You might not be a cage fighter, but you do learn how to defend yourself. You learn the of the ways of budo. You strengthen your soul, your mind, your body, everything. A true budoka is mostly not just a good fighter, but also a good person.
2. Men everywhere
Okay so the girls aren’t as represented yet as the guys are. And yes there are an overwhelming amount of Caucasian males that run the show…
Welcome to the world. If you mind the lack of women in your dojo, invite them! Encourage them to try out, encourage others to bring women in! Make sure that diversity is happening, in every way possible.
Until my brown belt, I never even met a female sensei.
I never had a female sensei teach me. Now, I AM ONE.
Lead, by example.
3. You don’t earn any respect?
Well, I might’ve lied a little. Look in your school years, you don’t get any respect (sorry). They’ll just sneer at you and ask you to ‘give ‘em a little show’. What I hope is that you have earned your own respect and are able to say no to those losers who make your life miserable.
In the corporate world however, it is respected if you are (still) doing something you love as a hobby and actually acclaimed some sort of title in it (like a black belt or a teacher’s license). Also, martial arts mostly mean that people are calm, collected, good listeners and disciplined people. All good traits if you ask me!
4. You’ll get beat up.
Only a little at times…? Look, if you didn’t like it a little at the very least, you probably quit already. But you know what? I’m just going to put it out there: getting a punch or a kick will toughen you up. Now I’m not saying beating children is okay (never). But getting hit the first time is huge shock and you’ll cry, the second time you’ll have a scare and a sniffle, the third time you might already be able to suck it up and continue. Not because you’ve been yelled at to do so, but because you are training yourself mentally.

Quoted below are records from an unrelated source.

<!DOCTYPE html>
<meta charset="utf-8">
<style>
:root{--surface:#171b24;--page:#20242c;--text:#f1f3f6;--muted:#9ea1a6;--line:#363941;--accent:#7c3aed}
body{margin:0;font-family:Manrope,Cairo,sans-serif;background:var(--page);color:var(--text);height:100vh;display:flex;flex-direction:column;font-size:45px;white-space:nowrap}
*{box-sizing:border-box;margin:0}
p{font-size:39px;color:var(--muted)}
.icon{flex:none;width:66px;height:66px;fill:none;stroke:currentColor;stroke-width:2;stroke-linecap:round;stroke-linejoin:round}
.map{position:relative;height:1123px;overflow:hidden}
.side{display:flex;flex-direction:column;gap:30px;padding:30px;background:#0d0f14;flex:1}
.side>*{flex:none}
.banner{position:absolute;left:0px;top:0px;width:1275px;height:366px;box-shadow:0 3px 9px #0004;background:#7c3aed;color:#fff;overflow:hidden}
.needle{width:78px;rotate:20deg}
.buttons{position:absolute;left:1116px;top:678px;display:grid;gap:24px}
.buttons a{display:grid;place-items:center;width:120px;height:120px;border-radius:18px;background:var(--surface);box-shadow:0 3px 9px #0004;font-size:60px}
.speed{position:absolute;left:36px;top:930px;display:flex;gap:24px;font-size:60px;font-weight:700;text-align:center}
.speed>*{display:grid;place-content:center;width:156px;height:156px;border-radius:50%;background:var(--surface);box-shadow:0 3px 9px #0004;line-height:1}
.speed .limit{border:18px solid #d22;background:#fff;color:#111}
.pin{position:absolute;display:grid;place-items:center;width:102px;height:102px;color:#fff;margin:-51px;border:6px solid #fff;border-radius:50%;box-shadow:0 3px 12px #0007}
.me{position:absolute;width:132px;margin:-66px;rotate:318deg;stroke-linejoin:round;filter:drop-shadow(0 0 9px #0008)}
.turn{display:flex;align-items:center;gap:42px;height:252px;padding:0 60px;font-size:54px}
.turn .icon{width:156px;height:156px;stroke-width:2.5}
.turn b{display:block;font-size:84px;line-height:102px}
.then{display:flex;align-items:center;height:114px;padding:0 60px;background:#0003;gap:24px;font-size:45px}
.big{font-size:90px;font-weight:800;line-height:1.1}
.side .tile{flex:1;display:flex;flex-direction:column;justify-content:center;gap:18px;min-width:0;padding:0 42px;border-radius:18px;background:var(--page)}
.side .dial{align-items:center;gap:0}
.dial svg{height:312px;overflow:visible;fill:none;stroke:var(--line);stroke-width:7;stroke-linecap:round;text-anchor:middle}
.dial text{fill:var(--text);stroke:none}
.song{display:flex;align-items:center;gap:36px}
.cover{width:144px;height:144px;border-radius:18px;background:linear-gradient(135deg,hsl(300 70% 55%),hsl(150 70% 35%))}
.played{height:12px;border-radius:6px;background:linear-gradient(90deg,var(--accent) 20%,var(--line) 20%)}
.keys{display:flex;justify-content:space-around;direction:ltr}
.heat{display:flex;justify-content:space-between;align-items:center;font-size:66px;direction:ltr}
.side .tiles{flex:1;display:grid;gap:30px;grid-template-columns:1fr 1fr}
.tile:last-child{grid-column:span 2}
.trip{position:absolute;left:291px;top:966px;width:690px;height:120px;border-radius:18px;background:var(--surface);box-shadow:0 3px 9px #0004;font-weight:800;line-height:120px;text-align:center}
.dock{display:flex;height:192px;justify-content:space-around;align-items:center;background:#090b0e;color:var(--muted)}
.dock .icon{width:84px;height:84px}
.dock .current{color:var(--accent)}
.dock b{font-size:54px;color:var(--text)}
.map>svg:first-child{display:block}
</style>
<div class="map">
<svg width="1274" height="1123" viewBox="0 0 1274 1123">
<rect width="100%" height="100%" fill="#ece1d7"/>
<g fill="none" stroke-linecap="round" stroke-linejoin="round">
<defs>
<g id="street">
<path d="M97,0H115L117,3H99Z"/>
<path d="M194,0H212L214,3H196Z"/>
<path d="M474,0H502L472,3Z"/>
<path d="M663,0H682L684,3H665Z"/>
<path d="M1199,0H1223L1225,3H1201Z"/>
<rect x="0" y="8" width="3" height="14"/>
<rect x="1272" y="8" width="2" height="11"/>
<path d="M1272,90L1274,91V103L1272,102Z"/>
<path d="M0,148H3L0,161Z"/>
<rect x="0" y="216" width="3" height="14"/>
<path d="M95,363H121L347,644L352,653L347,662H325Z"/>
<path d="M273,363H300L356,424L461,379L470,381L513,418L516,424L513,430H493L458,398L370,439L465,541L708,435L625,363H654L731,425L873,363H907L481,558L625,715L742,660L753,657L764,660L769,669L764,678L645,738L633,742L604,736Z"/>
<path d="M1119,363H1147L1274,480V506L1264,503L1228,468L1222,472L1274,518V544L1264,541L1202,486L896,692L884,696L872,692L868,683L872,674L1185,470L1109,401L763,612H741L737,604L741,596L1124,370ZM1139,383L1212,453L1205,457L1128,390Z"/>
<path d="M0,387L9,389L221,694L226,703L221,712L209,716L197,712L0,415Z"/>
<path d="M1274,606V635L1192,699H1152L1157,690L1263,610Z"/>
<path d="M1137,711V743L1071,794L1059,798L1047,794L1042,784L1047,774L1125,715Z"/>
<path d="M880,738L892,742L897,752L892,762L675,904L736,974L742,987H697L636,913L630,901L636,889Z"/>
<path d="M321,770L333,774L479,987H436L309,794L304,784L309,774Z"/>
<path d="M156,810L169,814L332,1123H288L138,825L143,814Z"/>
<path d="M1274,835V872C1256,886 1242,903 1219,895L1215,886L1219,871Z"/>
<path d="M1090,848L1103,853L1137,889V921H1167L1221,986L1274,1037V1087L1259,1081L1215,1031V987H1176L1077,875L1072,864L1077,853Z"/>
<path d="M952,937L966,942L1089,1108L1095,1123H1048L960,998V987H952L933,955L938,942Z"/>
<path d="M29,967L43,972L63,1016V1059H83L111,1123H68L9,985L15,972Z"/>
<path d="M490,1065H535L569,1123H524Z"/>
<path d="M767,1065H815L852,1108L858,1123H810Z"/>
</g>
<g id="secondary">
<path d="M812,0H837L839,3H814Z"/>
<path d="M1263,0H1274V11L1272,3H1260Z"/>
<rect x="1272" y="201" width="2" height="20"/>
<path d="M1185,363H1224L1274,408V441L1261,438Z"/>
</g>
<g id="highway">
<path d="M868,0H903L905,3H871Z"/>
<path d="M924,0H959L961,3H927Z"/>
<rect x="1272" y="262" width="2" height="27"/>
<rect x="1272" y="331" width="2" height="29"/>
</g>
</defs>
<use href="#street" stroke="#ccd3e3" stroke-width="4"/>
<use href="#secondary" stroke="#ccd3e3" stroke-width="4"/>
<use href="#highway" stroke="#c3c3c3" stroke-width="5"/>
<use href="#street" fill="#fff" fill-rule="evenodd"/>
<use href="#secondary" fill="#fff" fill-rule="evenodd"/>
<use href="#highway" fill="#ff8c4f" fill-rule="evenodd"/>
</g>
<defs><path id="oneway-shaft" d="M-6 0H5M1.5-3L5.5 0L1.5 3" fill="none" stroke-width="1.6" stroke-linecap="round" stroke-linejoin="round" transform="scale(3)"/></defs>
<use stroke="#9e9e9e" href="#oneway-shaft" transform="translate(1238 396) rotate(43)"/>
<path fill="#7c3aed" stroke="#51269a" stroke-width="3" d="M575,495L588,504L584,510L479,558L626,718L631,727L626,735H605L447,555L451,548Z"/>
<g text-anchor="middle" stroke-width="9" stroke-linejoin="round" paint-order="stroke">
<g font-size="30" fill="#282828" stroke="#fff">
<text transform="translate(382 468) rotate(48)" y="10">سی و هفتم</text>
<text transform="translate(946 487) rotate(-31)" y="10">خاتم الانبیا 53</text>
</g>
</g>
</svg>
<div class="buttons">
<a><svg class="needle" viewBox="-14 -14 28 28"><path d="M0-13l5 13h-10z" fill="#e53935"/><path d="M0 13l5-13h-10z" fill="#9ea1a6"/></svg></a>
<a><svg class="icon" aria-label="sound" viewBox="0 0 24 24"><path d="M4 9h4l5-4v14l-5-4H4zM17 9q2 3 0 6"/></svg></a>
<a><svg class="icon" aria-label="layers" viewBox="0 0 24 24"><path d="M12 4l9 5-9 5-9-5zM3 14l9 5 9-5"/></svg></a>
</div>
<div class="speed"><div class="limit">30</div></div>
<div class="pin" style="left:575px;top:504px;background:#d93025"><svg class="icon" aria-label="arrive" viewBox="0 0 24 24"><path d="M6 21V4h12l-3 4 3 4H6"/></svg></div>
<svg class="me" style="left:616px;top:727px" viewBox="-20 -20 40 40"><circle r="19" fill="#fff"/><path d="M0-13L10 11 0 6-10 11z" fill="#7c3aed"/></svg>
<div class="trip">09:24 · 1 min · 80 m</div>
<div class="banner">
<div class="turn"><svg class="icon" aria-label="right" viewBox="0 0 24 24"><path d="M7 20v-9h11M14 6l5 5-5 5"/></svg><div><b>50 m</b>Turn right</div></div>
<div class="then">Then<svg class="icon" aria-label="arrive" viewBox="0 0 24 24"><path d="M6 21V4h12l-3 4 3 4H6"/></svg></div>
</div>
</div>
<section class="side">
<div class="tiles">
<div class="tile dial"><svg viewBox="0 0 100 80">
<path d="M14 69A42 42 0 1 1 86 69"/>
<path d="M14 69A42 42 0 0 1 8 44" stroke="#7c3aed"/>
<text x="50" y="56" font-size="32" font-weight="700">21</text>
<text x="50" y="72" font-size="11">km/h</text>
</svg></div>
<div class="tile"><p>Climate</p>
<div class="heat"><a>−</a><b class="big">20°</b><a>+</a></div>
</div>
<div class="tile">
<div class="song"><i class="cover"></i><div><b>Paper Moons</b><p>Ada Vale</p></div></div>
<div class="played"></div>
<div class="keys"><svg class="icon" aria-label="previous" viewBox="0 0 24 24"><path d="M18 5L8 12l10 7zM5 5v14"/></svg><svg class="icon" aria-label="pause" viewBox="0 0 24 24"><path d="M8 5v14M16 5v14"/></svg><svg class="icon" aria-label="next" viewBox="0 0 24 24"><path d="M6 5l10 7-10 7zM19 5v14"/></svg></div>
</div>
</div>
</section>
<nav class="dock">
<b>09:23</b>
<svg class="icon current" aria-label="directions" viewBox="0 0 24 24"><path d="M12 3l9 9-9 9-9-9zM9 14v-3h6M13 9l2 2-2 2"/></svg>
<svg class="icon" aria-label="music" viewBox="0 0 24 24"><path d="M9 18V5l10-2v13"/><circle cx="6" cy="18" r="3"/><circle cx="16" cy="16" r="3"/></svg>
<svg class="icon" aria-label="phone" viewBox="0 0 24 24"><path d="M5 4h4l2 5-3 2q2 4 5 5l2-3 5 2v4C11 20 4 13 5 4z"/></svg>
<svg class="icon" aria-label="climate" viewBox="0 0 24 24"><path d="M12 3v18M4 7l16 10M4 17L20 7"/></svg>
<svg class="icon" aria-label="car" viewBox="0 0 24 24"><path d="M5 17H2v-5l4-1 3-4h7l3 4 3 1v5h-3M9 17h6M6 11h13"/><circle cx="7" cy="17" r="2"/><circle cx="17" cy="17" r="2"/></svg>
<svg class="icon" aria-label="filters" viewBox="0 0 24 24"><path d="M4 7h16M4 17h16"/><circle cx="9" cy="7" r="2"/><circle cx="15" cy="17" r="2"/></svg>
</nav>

One of my sensei-in-life (a.k.a. mother’s) sayings is: there is always a choice. You might not feel like it, but there is always a choice.
And she is right. If you cannot fit that extensive training program in your busy life, then don’t. If you are mentally not ready to commit even though someone might ask it, you can perhaps try it, but if it really doesn’t go that well, then don’t.
The reason you are doing this is because it is FUN.
You are committing your whole life to trying imitate what some (mostly) Japanese deceased men invented.
By the way: you’ll never get it perfectly right, ever.
But you know what?
It brings you: joy, friends, a healthier body, a peaceful mind, a longer lifespan, inner strength, laughter, perseverance, discipline, this ‘amazing’ blog, a feel of home in the dojo, some great stories to tell and most of all: FUN. That’s all I need.